• Recorded data:
BEGIN
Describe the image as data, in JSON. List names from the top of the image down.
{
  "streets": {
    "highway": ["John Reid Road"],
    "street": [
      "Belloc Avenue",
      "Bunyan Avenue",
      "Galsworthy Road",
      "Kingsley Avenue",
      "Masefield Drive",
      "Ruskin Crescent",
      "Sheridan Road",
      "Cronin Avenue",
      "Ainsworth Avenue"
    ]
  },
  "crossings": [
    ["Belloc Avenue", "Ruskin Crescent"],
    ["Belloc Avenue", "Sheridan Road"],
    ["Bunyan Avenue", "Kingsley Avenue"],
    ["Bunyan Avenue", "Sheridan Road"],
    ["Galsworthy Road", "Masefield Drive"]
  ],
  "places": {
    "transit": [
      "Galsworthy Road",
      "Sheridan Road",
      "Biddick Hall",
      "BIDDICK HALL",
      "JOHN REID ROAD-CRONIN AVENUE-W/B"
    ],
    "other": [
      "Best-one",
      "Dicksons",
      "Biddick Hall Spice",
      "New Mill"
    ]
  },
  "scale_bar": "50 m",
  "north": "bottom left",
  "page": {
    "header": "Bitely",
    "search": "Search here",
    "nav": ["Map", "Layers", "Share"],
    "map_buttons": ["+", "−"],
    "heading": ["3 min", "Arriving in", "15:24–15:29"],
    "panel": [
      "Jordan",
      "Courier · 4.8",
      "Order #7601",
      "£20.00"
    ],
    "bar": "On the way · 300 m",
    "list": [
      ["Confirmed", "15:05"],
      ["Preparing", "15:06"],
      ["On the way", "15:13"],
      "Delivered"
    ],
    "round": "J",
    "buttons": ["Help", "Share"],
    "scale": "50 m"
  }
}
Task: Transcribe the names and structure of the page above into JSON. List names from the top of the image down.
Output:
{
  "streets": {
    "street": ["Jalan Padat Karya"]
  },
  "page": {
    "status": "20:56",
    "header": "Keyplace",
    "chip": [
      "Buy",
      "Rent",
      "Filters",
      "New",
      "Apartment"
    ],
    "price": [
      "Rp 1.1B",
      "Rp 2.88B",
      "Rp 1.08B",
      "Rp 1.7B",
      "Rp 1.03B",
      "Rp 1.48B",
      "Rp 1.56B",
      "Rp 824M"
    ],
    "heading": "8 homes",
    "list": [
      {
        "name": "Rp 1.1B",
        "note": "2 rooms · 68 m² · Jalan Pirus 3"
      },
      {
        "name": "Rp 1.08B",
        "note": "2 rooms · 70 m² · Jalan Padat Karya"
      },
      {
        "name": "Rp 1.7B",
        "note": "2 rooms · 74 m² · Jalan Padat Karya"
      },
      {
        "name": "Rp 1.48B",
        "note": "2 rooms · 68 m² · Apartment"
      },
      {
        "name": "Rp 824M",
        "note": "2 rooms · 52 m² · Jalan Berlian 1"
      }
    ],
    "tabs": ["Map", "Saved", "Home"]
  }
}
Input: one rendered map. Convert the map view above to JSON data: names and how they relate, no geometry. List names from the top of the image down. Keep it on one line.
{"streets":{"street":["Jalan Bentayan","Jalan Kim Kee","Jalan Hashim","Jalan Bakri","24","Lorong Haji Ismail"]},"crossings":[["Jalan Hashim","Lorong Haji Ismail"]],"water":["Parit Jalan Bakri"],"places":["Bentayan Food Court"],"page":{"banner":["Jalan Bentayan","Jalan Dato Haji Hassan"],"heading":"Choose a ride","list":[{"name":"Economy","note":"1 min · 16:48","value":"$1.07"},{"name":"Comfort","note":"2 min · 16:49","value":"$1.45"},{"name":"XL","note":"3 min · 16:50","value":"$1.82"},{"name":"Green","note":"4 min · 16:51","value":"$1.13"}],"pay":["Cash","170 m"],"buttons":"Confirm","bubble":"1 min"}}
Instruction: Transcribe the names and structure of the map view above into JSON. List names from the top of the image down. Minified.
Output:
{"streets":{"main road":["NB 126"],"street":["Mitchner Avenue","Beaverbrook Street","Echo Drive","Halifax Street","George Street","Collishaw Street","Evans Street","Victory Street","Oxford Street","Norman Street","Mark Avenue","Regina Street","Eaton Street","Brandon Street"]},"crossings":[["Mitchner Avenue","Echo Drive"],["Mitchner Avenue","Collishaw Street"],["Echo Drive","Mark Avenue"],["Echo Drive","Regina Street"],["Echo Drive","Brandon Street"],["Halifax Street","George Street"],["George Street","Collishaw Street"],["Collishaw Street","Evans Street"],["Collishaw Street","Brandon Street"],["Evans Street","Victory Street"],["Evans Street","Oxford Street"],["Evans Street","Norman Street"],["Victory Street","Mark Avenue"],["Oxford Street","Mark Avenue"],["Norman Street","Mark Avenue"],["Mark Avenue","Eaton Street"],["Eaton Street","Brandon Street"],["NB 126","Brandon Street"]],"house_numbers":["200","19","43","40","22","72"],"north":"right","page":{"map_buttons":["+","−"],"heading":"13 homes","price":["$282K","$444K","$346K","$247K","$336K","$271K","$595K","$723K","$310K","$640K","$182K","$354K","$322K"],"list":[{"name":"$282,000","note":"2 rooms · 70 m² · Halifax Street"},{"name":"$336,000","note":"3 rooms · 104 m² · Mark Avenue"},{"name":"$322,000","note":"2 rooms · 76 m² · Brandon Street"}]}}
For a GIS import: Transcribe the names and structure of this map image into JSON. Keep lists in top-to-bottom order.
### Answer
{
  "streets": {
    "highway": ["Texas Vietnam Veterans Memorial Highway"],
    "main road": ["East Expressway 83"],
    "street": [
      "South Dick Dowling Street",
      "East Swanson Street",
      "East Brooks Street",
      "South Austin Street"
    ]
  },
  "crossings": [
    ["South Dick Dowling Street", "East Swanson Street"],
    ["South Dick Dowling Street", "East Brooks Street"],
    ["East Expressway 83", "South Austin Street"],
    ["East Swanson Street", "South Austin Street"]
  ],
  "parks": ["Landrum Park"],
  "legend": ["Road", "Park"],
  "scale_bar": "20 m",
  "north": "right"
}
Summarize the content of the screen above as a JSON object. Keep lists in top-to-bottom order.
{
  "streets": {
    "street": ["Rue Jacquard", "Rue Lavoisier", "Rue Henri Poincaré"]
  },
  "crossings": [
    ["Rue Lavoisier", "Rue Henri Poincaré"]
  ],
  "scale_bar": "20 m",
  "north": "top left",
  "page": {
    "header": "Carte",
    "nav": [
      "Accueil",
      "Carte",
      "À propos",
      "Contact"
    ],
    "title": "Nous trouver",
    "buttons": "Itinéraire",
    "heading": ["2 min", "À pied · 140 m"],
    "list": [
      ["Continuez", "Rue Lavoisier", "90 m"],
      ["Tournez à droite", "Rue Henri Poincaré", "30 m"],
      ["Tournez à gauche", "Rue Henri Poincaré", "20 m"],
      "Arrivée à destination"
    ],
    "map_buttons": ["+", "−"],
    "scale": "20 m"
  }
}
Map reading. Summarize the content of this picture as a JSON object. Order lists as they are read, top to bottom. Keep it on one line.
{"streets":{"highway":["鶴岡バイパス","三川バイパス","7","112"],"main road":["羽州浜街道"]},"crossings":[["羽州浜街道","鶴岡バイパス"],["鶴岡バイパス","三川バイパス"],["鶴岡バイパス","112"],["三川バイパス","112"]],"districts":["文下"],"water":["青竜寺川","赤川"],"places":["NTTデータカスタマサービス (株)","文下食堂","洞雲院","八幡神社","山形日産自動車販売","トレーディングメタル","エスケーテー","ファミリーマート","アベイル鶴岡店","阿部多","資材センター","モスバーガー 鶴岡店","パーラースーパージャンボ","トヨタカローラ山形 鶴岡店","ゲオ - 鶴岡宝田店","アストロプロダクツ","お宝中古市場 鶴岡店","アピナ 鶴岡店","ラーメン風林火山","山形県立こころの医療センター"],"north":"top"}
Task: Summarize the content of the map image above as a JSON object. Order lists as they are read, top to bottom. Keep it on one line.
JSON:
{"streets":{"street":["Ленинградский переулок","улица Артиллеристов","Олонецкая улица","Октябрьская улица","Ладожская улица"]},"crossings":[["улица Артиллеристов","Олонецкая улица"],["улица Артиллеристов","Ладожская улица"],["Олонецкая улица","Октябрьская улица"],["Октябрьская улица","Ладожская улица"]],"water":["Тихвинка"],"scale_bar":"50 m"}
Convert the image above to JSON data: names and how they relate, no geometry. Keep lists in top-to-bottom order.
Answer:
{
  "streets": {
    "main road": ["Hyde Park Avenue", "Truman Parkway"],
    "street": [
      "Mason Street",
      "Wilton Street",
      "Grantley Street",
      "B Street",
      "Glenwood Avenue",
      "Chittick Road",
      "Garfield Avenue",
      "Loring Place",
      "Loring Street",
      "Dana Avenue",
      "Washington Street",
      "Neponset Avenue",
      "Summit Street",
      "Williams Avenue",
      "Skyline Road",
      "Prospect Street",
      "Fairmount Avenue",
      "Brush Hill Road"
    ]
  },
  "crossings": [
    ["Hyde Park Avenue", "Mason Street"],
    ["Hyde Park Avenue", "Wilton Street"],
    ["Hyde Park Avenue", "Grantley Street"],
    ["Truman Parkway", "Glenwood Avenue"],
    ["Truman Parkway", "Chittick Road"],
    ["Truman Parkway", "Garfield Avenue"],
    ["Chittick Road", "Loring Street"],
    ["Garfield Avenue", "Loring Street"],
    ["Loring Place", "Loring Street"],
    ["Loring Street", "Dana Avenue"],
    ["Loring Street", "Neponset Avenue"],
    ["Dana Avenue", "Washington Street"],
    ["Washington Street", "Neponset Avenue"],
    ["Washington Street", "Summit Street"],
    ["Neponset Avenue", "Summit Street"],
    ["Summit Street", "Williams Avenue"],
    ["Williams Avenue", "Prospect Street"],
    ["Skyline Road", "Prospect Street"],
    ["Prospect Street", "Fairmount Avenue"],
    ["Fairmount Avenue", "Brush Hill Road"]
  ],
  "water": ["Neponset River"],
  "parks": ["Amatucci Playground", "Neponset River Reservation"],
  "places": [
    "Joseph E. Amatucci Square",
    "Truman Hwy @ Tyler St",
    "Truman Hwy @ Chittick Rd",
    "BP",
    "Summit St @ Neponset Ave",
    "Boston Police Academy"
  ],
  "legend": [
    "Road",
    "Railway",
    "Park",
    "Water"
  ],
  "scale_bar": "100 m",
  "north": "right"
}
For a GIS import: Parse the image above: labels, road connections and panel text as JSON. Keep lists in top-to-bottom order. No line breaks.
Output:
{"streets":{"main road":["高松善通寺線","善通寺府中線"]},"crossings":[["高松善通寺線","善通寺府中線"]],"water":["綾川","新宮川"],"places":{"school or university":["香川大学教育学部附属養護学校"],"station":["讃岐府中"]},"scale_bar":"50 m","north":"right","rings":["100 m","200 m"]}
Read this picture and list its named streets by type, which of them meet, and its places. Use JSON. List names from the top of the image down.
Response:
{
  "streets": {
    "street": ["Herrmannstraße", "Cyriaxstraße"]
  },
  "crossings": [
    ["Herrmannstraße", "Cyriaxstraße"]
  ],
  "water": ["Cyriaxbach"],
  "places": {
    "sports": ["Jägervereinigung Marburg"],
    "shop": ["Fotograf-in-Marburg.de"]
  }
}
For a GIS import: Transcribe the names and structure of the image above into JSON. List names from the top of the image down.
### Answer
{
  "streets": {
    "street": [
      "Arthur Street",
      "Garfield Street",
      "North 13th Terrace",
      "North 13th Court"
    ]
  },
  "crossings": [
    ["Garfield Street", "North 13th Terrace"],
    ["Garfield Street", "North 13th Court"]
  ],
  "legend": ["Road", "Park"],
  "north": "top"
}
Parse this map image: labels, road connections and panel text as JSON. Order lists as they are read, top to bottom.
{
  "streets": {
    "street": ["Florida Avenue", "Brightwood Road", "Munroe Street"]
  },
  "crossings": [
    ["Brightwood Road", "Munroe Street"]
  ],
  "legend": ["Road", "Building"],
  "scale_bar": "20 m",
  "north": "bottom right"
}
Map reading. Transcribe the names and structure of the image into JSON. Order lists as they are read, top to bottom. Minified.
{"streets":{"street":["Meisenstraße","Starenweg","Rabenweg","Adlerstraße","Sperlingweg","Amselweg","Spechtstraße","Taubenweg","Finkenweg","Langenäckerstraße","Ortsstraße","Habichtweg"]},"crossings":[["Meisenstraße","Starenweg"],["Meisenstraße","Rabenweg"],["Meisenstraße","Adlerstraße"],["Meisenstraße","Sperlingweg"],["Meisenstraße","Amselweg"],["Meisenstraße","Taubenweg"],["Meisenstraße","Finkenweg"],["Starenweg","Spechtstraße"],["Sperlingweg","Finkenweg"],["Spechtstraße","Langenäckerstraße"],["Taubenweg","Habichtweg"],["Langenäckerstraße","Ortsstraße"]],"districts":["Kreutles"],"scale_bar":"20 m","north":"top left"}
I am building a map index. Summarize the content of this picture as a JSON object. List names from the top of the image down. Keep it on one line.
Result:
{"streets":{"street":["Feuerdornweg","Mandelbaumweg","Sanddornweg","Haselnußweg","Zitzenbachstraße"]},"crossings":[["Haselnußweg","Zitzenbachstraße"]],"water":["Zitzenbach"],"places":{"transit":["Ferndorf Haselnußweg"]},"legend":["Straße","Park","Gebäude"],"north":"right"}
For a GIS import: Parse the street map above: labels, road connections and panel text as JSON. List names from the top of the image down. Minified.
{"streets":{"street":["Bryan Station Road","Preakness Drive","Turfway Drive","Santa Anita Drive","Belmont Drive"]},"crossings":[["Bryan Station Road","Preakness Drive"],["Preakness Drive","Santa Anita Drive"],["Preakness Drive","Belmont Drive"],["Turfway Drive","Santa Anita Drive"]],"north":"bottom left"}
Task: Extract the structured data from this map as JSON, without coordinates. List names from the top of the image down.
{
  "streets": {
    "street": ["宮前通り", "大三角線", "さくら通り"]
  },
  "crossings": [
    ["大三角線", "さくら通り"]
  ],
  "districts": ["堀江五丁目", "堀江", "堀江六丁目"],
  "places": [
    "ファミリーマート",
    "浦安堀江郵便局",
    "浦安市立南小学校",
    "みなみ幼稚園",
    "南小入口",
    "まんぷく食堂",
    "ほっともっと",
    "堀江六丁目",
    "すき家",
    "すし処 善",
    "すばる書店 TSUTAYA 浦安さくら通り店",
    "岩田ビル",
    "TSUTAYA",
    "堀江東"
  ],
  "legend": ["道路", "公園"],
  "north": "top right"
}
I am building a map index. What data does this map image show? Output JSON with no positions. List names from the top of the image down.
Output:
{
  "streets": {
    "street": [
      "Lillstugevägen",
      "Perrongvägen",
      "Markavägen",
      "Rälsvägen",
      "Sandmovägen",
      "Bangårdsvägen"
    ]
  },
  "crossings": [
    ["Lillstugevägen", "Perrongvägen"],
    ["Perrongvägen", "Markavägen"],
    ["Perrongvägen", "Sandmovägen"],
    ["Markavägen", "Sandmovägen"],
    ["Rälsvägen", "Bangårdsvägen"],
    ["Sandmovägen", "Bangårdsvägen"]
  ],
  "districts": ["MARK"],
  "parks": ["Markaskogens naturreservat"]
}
END
• TASK DETAILS: Starting at the first line of the data above, please restate word for word every line up to and including the one that holds "Task: Transcribe the", and add nothing else.

• ANSWER FOR THIS EXERCISE:
Describe the image as data, in JSON. List names from the top of the image down.
{
  "streets": {
    "highway": ["John Reid Road"],
    "street": [
      "Belloc Avenue",
      "Bunyan Avenue",
      "Galsworthy Road",
      "Kingsley Avenue",
      "Masefield Drive",
      "Ruskin Crescent",
      "Sheridan Road",
      "Cronin Avenue",
      "Ainsworth Avenue"
    ]
  },
  "crossings": [
    ["Belloc Avenue", "Ruskin Crescent"],
    ["Belloc Avenue", "Sheridan Road"],
    ["Bunyan Avenue", "Kingsley Avenue"],
    ["Bunyan Avenue", "Sheridan Road"],
    ["Galsworthy Road", "Masefield Drive"]
  ],
  "places": {
    "transit": [
      "Galsworthy Road",
      "Sheridan Road",
      "Biddick Hall",
      "BIDDICK HALL",
      "JOHN REID ROAD-CRONIN AVENUE-W/B"
    ],
    "other": [
      "Best-one",
      "Dicksons",
      "Biddick Hall Spice",
      "New Mill"
    ]
  },
  "scale_bar": "50 m",
  "north": "bottom left",
  "page": {
    "header": "Bitely",
    "search": "Search here",
    "nav": ["Map", "Layers", "Share"],
    "map_buttons": ["+", "−"],
    "heading": ["3 min", "Arriving in", "15:24–15:29"],
    "panel": [
      "Jordan",
      "Courier · 4.8",
      "Order #7601",
      "£20.00"
    ],
    "bar": "On the way · 300 m",
    "list": [
      ["Confirmed", "15:05"],
      ["Preparing", "15:06"],
      ["On the way", "15:13"],
      "Delivered"
    ],
    "round": "J",
    "buttons": ["Help", "Share"],
    "scale": "50 m"
  }
}
Task: Transcribe the names and structure of the page above into JSON. List names from the top of the image down.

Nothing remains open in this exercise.